Stored items:
Segment Open

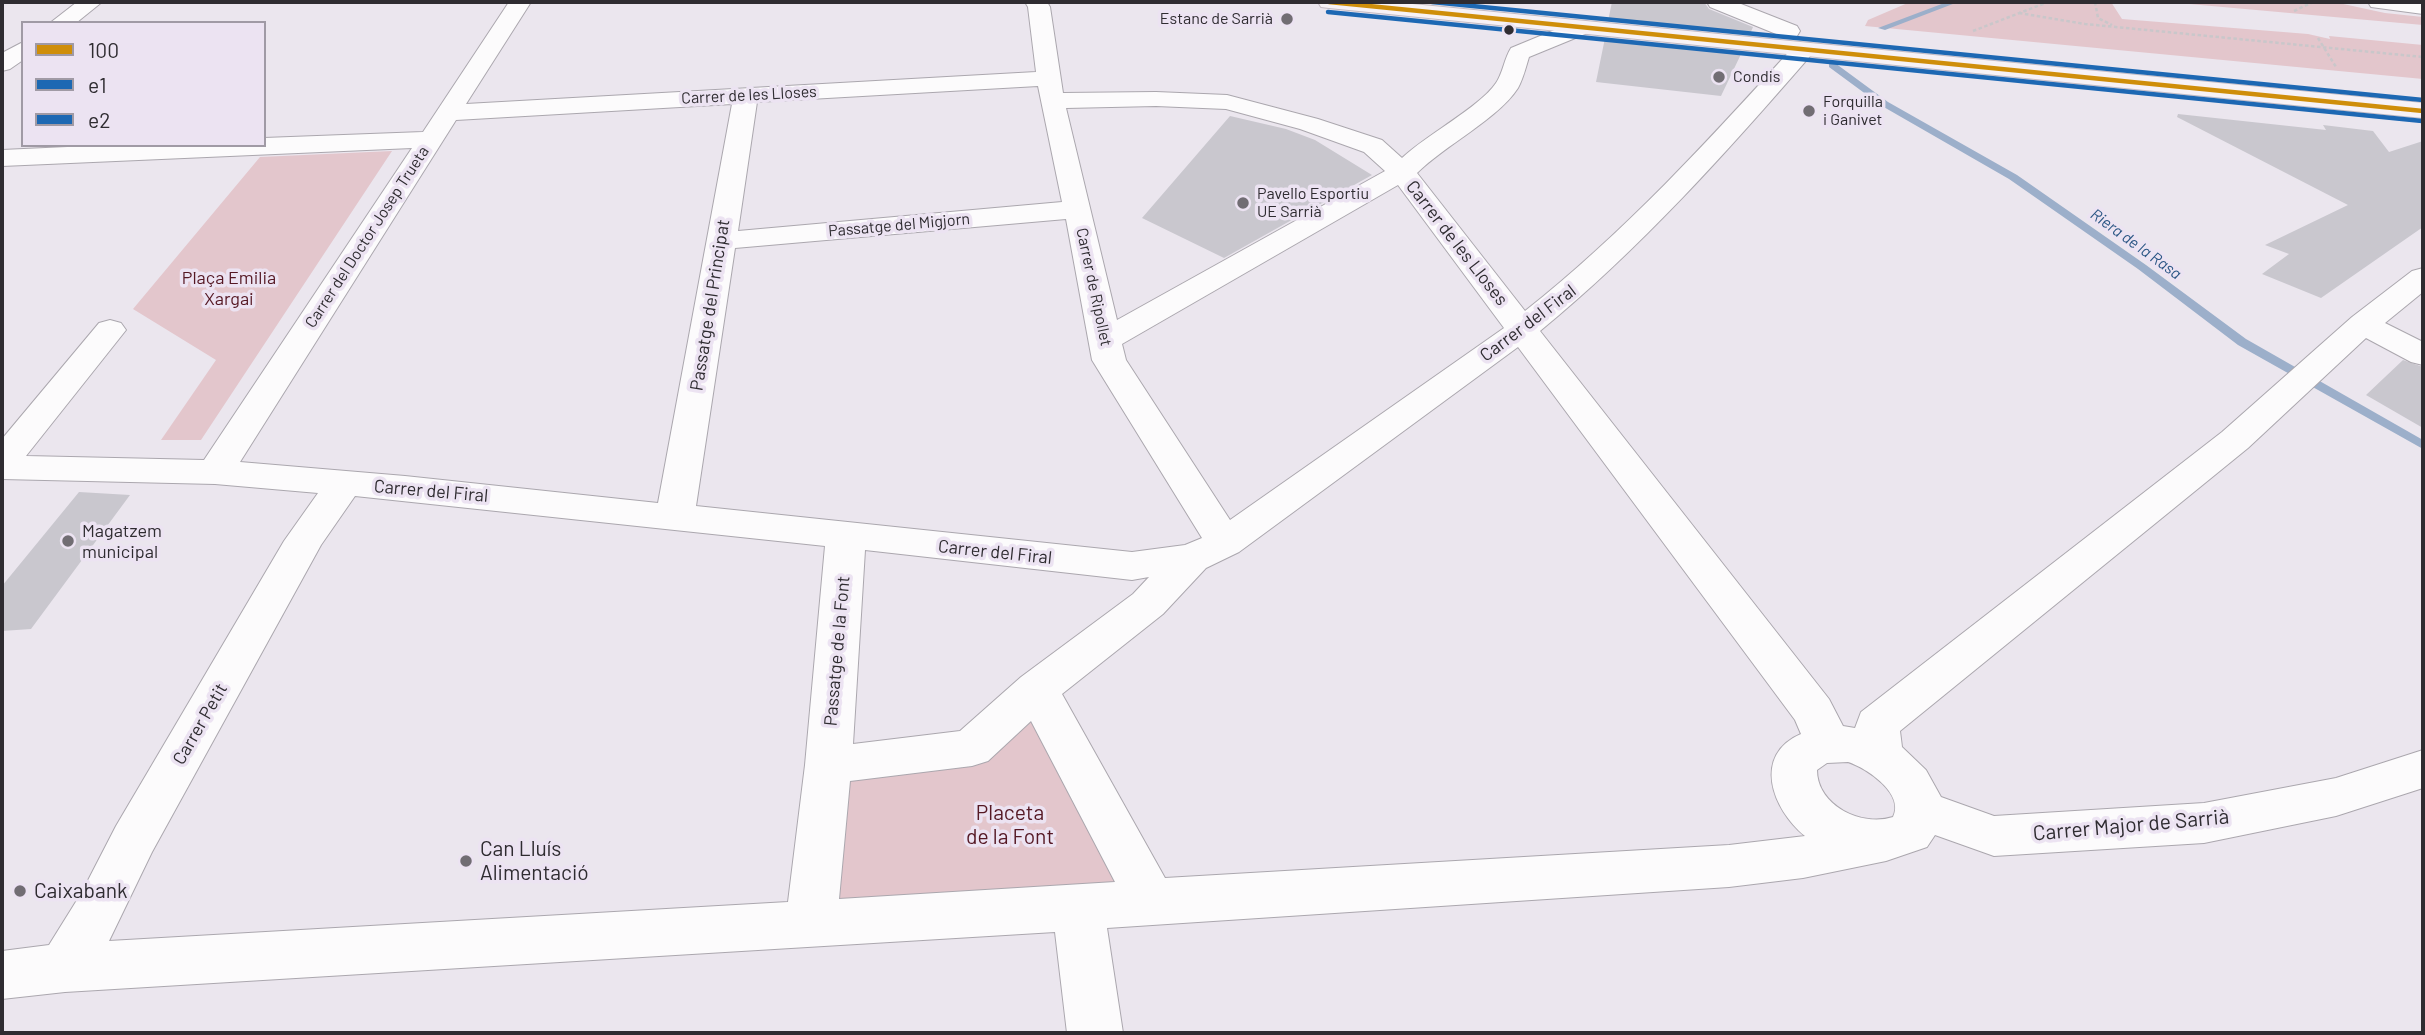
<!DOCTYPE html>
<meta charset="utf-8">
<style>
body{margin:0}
#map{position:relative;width:2425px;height:1035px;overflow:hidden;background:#ebe6ee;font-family:Barlow,sans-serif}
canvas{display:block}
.frame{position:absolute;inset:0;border:4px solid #2f2c31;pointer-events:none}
.legend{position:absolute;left:21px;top:21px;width:245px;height:126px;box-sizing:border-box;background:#ece3f2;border:2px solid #a09aa5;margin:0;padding:9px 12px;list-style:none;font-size:21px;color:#2f2c31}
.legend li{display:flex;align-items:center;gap:14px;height:35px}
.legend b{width:35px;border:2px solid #a09aa5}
</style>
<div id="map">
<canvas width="2425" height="1035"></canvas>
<div class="frame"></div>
<ul class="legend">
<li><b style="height:9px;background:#cf8e0a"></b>100</li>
<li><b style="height:9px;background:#1d68b3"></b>e1</li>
<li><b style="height:9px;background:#1d68b3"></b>e2</li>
</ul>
</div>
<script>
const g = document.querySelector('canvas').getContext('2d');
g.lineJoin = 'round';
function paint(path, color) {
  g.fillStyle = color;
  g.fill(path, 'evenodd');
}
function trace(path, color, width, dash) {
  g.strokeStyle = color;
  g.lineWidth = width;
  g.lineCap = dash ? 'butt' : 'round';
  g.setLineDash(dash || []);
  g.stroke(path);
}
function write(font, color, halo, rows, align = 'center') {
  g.font = font + ' Barlow,sans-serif';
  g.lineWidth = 7;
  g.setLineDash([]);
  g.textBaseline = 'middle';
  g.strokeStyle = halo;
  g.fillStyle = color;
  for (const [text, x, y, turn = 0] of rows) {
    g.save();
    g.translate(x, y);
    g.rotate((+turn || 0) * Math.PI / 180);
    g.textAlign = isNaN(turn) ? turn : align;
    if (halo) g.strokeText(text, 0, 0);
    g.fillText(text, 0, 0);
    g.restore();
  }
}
const green = new Path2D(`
 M 1910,2 L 2111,2 L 2122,19 L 2308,34 L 2330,39 L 2329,36 L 2423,45 L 2423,79 L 1865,26 L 1868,20 Z
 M 2167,2 L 2334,2 L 2385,13 L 2423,17 L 2423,25 Z
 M 392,151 L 201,440 L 161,440 L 216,360 L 133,309 L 260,157 Z
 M 1037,689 L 1151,901 L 811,924 L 828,765 L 972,748 Z`);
const stream = new Path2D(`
 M 1947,2 L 1958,2 L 1885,30 L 1878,28 Z
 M 1829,63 L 1835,63 L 1888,102 L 2017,175 L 2146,265 L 2246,339 L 2423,440 L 2423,449 L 2238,345 L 2138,269 L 2009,179 L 1882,106 L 1829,67 Z`);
const building = new Path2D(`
 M 1612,2 L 1704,2 L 1709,9 L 1753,27 L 1750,34 L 1608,21 Z
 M 1605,38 L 1742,52 L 1721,96 L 1596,82 Z
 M 2178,114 L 2326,130 L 2323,125 L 2373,131 L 2389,152 L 2423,141 L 2423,227 L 2321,298 L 2262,274 L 2289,254 L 2265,245 L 2348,205 L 2177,117 Z
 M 1230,116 L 1286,129 L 1315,140 L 1372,175 L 1224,258 L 1142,218 Z
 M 2403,360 L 2423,367 L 2423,428 L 2366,395 Z
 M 79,492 L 130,495 L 31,629 L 2,631 L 2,586 Z`);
const path = new Path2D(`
 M 2095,2 L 2098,18 L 2112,25
 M 2294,11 L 2313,2
 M 2019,13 L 2085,24 L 2423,57
 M 1973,31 L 2048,2
 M 2318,38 L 2336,67`);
const minor = new Path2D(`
 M 77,2 L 102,2 L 76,23 L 50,23 Z
 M 509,2 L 531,2 L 466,104 L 1036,72 L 1028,7 L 1025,2 L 1047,2 L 1050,7 L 1063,93 L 1156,92 L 1227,95 L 1318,119 L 1382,140 L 1402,158 C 1426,135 1480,107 1496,83 C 1503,73 1504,59 1511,48 L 1574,22 L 1590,22 L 1593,27 L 1590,32 L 1529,57 C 1526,67 1523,79 1518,88 C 1499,118 1444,146 1417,173 L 1525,311 C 1624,233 1711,138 1795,45 L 1811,45 L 1815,50 L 1811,55 C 1727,152 1640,249 1540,331 L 1829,699 L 1843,726 L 1855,728 L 1861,712 L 2222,432 L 2352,317 L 2412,271 L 2423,268 L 2423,292 L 2385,323 L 2423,342 L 2423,365 L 2411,362 L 2366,338 L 2248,448 L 1900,731 L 1902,747 L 1926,770 L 1941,797 L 1994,816 L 2204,803 L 2336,778 L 2423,750 L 2423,788 L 2336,816 L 2204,843 L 1994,856 L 1935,835 L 1927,847 L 1886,861 L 1803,878 L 1729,887 L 1107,928 L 1123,1033 L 1067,1033 L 1055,932 L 65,992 L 2,999 L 2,951 L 49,945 L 82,892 L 116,826 L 284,541 L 318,493 L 215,484 L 2,479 L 2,439 L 99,323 L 110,320 L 121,323 L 126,330 L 26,456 L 204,460 L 412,148 L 2,166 L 2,150 L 111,145 L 264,145 L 264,138 L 423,132 ZM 1038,86 L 1062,202 L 738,231 L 757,102 ZM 732,104 L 658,503 L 405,476 L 240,462 L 456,120 ZM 1156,106 L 1226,109 L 1300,129 L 1364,152 L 1385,171 L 1117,320 L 1066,108 ZM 1398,185 L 1504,328 L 1230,520 L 1126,360 L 1122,344 ZM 1066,219 L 1092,360 L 1202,538 L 1185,545 L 1132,552 L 696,506 L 735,248 ZM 1518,347 L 1795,720 L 1801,734 C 1752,755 1772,809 1805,836 L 1729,845 L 1165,878 L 1062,694 L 1163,614 L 1206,568 L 1239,552 ZM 355,496 L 825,546 L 805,765 L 788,902 L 109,941 L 152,852 L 321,545 ZM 865,550 L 1132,580 L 1149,577 L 1133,594 L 1021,677 L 960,731 L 853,744 ZM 1031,721 L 1115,882 L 839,899 L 850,781 L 972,766 L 988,761 ZM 1848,762 C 1867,768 1905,794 1893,817 C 1862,827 1817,806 1817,770 L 1827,763 Z
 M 1707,2 L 1736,2 L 1797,26 L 1800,31 L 1797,36 L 1781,36 L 1710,7 Z
 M 2368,2 L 2423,2 L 2423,14 L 2371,7 Z
 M 23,42 L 23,60 L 10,69 L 2,71 L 2,53 Z`);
const major = new Path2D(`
 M 1318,2 L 1392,2 L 2423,103 L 2423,118 L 1329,8 L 1321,7 Z`);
const bus1 = new Path2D(`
 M 1329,2 L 2423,111`);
const bus2 = new Path2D(`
 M 1328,12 L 2422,121`);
const bus3 = new Path2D(`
 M 1432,2 L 2423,100`);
const markers = [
 [1287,19,7,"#716d73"],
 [1509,30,6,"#2f2c31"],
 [1719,77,7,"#716d73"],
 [1809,111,7,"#716d73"],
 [1243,203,7,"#716d73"],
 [68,541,7,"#716d73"],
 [466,861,7,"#716d73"],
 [20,891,7,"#716d73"]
];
const farPoinames = [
 ["Estanc de Sarrià",1273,19,"right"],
 ["Condis",1733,77],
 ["Forquilla",1823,102],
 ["i Ganivet",1823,120],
 ["Pavello Esportiu",1257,194],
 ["UE Sarrià",1257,212]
];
const farStreetnames = [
 ["Carrer de les Lloses",749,95,-3],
 ["Passatge del Migjorn",899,225,-5],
 ["Carrer del Doctor Josep Trueta",367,237,-57],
 ["Carrer de Ripollet",1094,287,78]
];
const farWaternames = [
 ["Riera de la Rasa",2136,244,36]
];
const streetNames = [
 ["Carrer de les Lloses",1457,243,52],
 ["Passatge del Principat",710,305,-81],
 ["Carrer del Firal",1528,323,-37],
 ["Carrer del Firal",431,491,5],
 ["Carrer del Firal",995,552,6],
 ["Passatge de la Font",837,651,-85],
 ["Carrer Petit",200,724,-60]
];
const parkNames = [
 ["Plaça Emilia",229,278],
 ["Xargai",229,299]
];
const poiNames = [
 ["Magatzem",82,531],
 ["municipal",82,552]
];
const nearParknames = [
 ["Placeta",1010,813],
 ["de la Font",1010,837]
];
const nearStreetnames = [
 ["Carrer Major de Sarrià",2131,825,-5]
];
const nearPoinames = [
 ["Can Lluís",480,849],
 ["Alimentació",480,873],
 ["Caixabank",34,891]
];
paint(green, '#e3c6cc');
paint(stream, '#9cafca');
paint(building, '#c9c7ce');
trace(minor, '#aba7ae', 2);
trace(major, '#c4bbc3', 2);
trace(path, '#c9c7ca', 2.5, [3.5, 2.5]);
paint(minor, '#fcfbfc');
paint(major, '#f7f2f6');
trace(bus1, '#cf8e0a', 4.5);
trace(bus2, '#1d68b3', 4.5);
trace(bus3, '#1d68b3', 4.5);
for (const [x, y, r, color] of markers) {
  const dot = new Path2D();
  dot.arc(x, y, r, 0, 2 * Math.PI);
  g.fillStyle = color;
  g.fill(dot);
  trace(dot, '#ece3f2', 2.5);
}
write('16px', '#2f2c31', '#ece3f2', farPoinames, 'left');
write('16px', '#2f2c31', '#ece3f2', farStreetnames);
write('italic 16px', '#2a5584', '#ece3f2', farWaternames);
write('18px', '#2f2c31', '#ece3f2', streetNames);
write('18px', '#551824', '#ece3f2', parkNames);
write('18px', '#2f2c31', '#ece3f2', poiNames, 'left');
write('21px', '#551824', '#ece3f2', nearParknames);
write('21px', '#2f2c31', '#ece3f2', nearStreetnames);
write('21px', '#2f2c31', '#ece3f2', nearPoinames, 'left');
</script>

Segment Closed

■ **Goal of the exercise**
Taking the lines above, repeat exactly those from the line that contains "g.lineWidth = width;" through the line that contains "M 77,2 L 102,2 L 76,23 L 50,23 Z", and both of those lines as well. Include nothing else.

■ **Answer area**
  g.lineWidth = width;
  g.lineCap = dash ? 'butt' : 'round';
  g.setLineDash(dash || []);
  g.stroke(path);
}
function write(font, color, halo, rows, align = 'center') {
  g.font = font + ' Barlow,sans-serif';
  g.lineWidth = 7;
  g.setLineDash([]);
  g.textBaseline = 'middle';
  g.strokeStyle = halo;
  g.fillStyle = color;
  for (const [text, x, y, turn = 0] of rows) {
    g.save();
    g.translate(x, y);
    g.rotate((+turn || 0) * Math.PI / 180);
    g.textAlign = isNaN(turn) ? turn : align;
    if (halo) g.strokeText(text, 0, 0);
    g.fillText(text, 0, 0);
    g.restore();
  }
}
const green = new Path2D(`
 M 1910,2 L 2111,2 L 2122,19 L 2308,34 L 2330,39 L 2329,36 L 2423,45 L 2423,79 L 1865,26 L 1868,20 Z
 M 2167,2 L 2334,2 L 2385,13 L 2423,17 L 2423,25 Z
 M 392,151 L 201,440 L 161,440 L 216,360 L 133,309 L 260,157 Z
 M 1037,689 L 1151,901 L 811,924 L 828,765 L 972,748 Z`);
const stream = new Path2D(`
 M 1947,2 L 1958,2 L 1885,30 L 1878,28 Z
 M 1829,63 L 1835,63 L 1888,102 L 2017,175 L 2146,265 L 2246,339 L 2423,440 L 2423,449 L 2238,345 L 2138,269 L 2009,179 L 1882,106 L 1829,67 Z`);
const building = new Path2D(`
 M 1612,2 L 1704,2 L 1709,9 L 1753,27 L 1750,34 L 1608,21 Z
 M 1605,38 L 1742,52 L 1721,96 L 1596,82 Z
 M 2178,114 L 2326,130 L 2323,125 L 2373,131 L 2389,152 L 2423,141 L 2423,227 L 2321,298 L 2262,274 L 2289,254 L 2265,245 L 2348,205 L 2177,117 Z
 M 1230,116 L 1286,129 L 1315,140 L 1372,175 L 1224,258 L 1142,218 Z
 M 2403,360 L 2423,367 L 2423,428 L 2366,395 Z
 M 79,492 L 130,495 L 31,629 L 2,631 L 2,586 Z`);
const path = new Path2D(`
 M 2095,2 L 2098,18 L 2112,25
 M 2294,11 L 2313,2
 M 2019,13 L 2085,24 L 2423,57
 M 1973,31 L 2048,2
 M 2318,38 L 2336,67`);
const minor = new Path2D(`
 M 77,2 L 102,2 L 76,23 L 50,23 Z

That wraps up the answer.